- Exercise materials:
>>>>

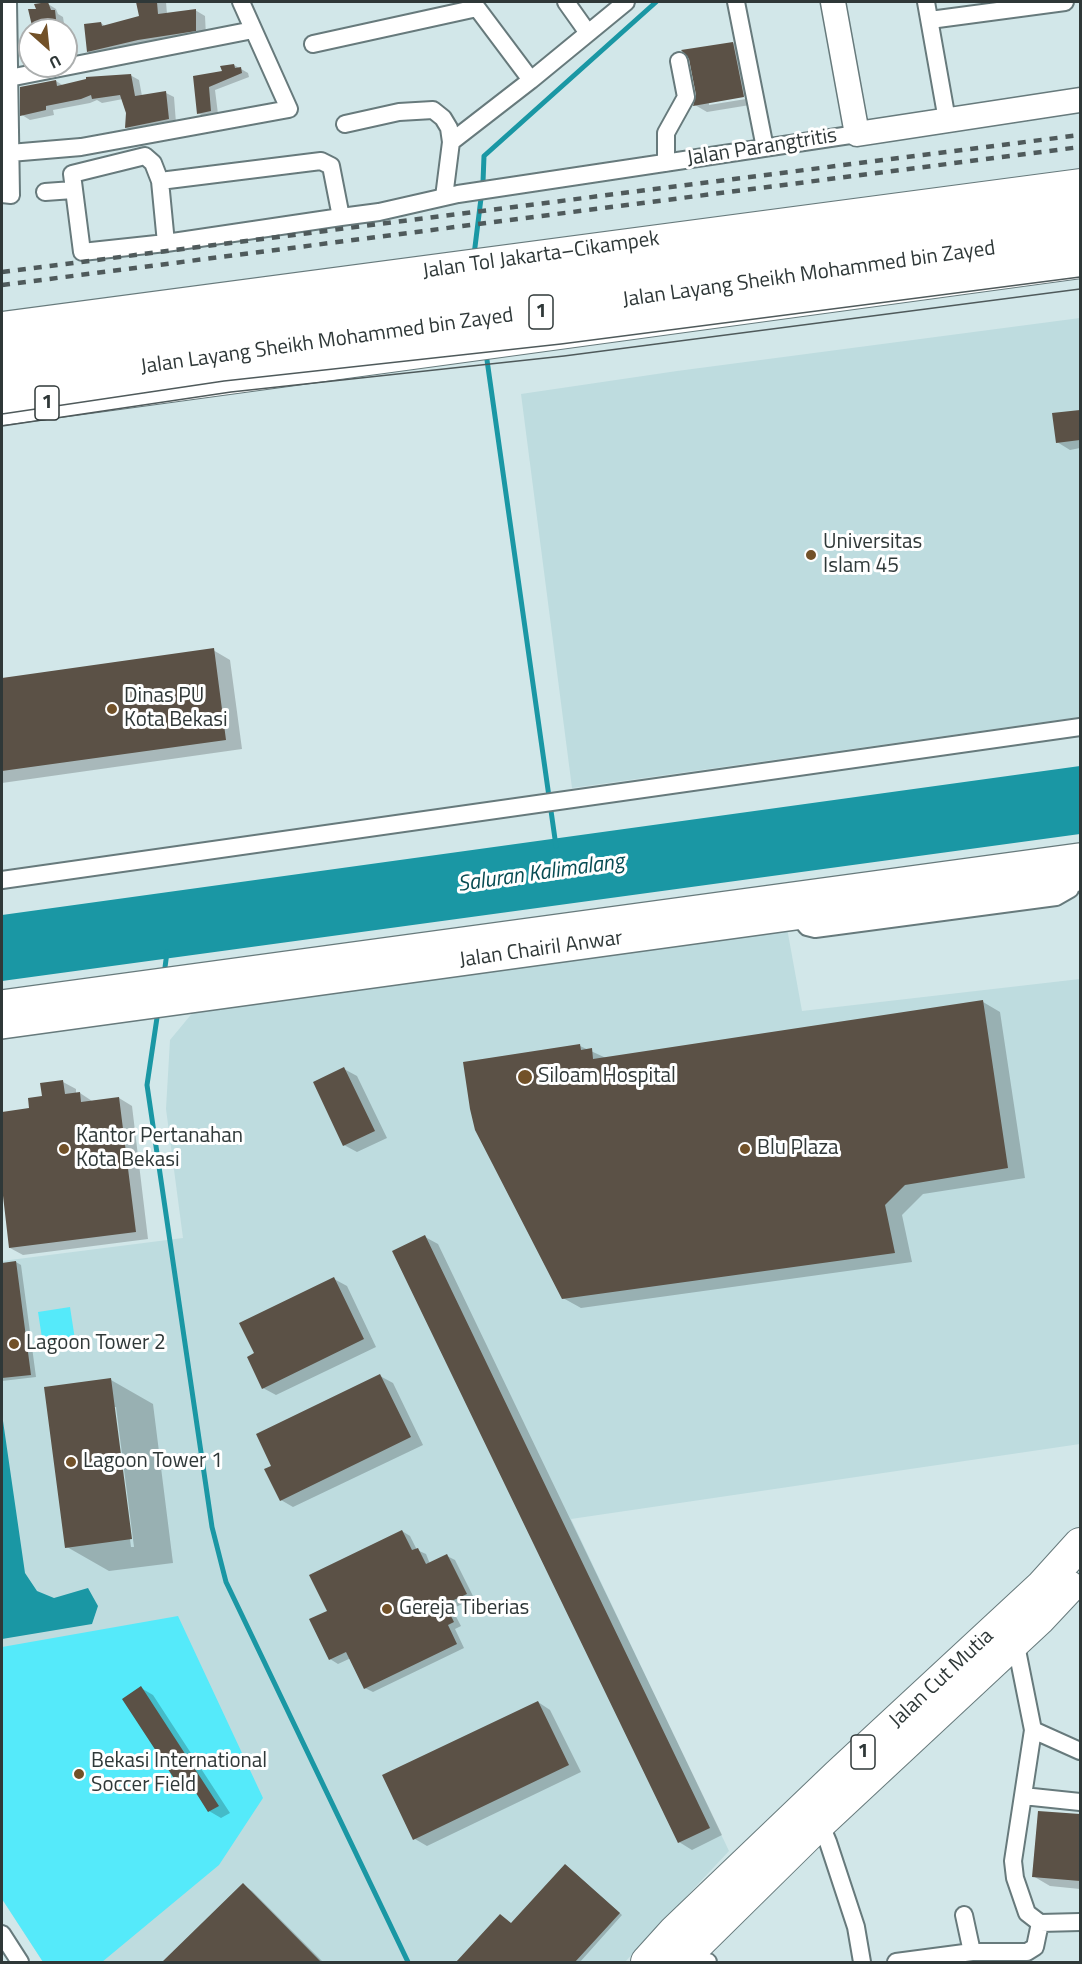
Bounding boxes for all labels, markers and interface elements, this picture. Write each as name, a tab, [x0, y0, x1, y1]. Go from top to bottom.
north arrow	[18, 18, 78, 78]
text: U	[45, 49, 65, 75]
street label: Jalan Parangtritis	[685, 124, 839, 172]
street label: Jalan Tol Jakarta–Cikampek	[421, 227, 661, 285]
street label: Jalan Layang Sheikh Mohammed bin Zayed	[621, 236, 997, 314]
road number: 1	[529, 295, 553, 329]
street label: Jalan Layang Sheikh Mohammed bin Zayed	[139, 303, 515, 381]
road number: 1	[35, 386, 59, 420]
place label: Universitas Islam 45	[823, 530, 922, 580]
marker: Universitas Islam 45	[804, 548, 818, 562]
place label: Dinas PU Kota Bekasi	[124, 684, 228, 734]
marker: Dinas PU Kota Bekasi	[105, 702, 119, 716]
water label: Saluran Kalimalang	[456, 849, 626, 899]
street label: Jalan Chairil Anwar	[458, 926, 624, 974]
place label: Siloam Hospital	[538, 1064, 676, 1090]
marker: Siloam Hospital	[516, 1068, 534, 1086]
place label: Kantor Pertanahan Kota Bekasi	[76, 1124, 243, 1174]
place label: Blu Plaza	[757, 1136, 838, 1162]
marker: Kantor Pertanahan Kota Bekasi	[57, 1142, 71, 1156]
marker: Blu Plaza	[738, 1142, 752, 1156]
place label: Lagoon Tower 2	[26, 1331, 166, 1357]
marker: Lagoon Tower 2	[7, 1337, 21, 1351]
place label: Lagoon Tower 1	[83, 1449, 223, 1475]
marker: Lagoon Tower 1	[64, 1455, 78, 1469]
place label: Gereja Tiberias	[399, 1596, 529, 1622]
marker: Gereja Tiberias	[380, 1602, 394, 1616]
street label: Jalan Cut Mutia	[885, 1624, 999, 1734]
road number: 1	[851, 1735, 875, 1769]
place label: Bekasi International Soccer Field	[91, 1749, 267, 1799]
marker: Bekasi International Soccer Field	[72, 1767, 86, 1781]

<<<<

Print the listing again exactly, please. Keep the pictures out of it.

- Output for this exercise:
Bounding boxes for all labels, markers and interface elements, this picture. Write each as name, a tab, [x0, y0, x1, y1]. Go from top to bottom.
north arrow	[18, 18, 78, 78]
text: U	[45, 49, 65, 75]
street label: Jalan Parangtritis	[685, 124, 839, 172]
street label: Jalan Tol Jakarta–Cikampek	[421, 227, 661, 285]
street label: Jalan Layang Sheikh Mohammed bin Zayed	[621, 236, 997, 314]
road number: 1	[529, 295, 553, 329]
street label: Jalan Layang Sheikh Mohammed bin Zayed	[139, 303, 515, 381]
road number: 1	[35, 386, 59, 420]
place label: Universitas Islam 45	[823, 530, 922, 580]
marker: Universitas Islam 45	[804, 548, 818, 562]
place label: Dinas PU Kota Bekasi	[124, 684, 228, 734]
marker: Dinas PU Kota Bekasi	[105, 702, 119, 716]
water label: Saluran Kalimalang	[456, 849, 626, 899]
street label: Jalan Chairil Anwar	[458, 926, 624, 974]
place label: Siloam Hospital	[538, 1064, 676, 1090]
marker: Siloam Hospital	[516, 1068, 534, 1086]
place label: Kantor Pertanahan Kota Bekasi	[76, 1124, 243, 1174]
place label: Blu Plaza	[757, 1136, 838, 1162]
marker: Kantor Pertanahan Kota Bekasi	[57, 1142, 71, 1156]
marker: Blu Plaza	[738, 1142, 752, 1156]
place label: Lagoon Tower 2	[26, 1331, 166, 1357]
marker: Lagoon Tower 2	[7, 1337, 21, 1351]
place label: Lagoon Tower 1	[83, 1449, 223, 1475]
marker: Lagoon Tower 1	[64, 1455, 78, 1469]
place label: Gereja Tiberias	[399, 1596, 529, 1622]
marker: Gereja Tiberias	[380, 1602, 394, 1616]
street label: Jalan Cut Mutia	[885, 1624, 999, 1734]
road number: 1	[851, 1735, 875, 1769]
place label: Bekasi International Soccer Field	[91, 1749, 267, 1799]
marker: Bekasi International Soccer Field	[72, 1767, 86, 1781]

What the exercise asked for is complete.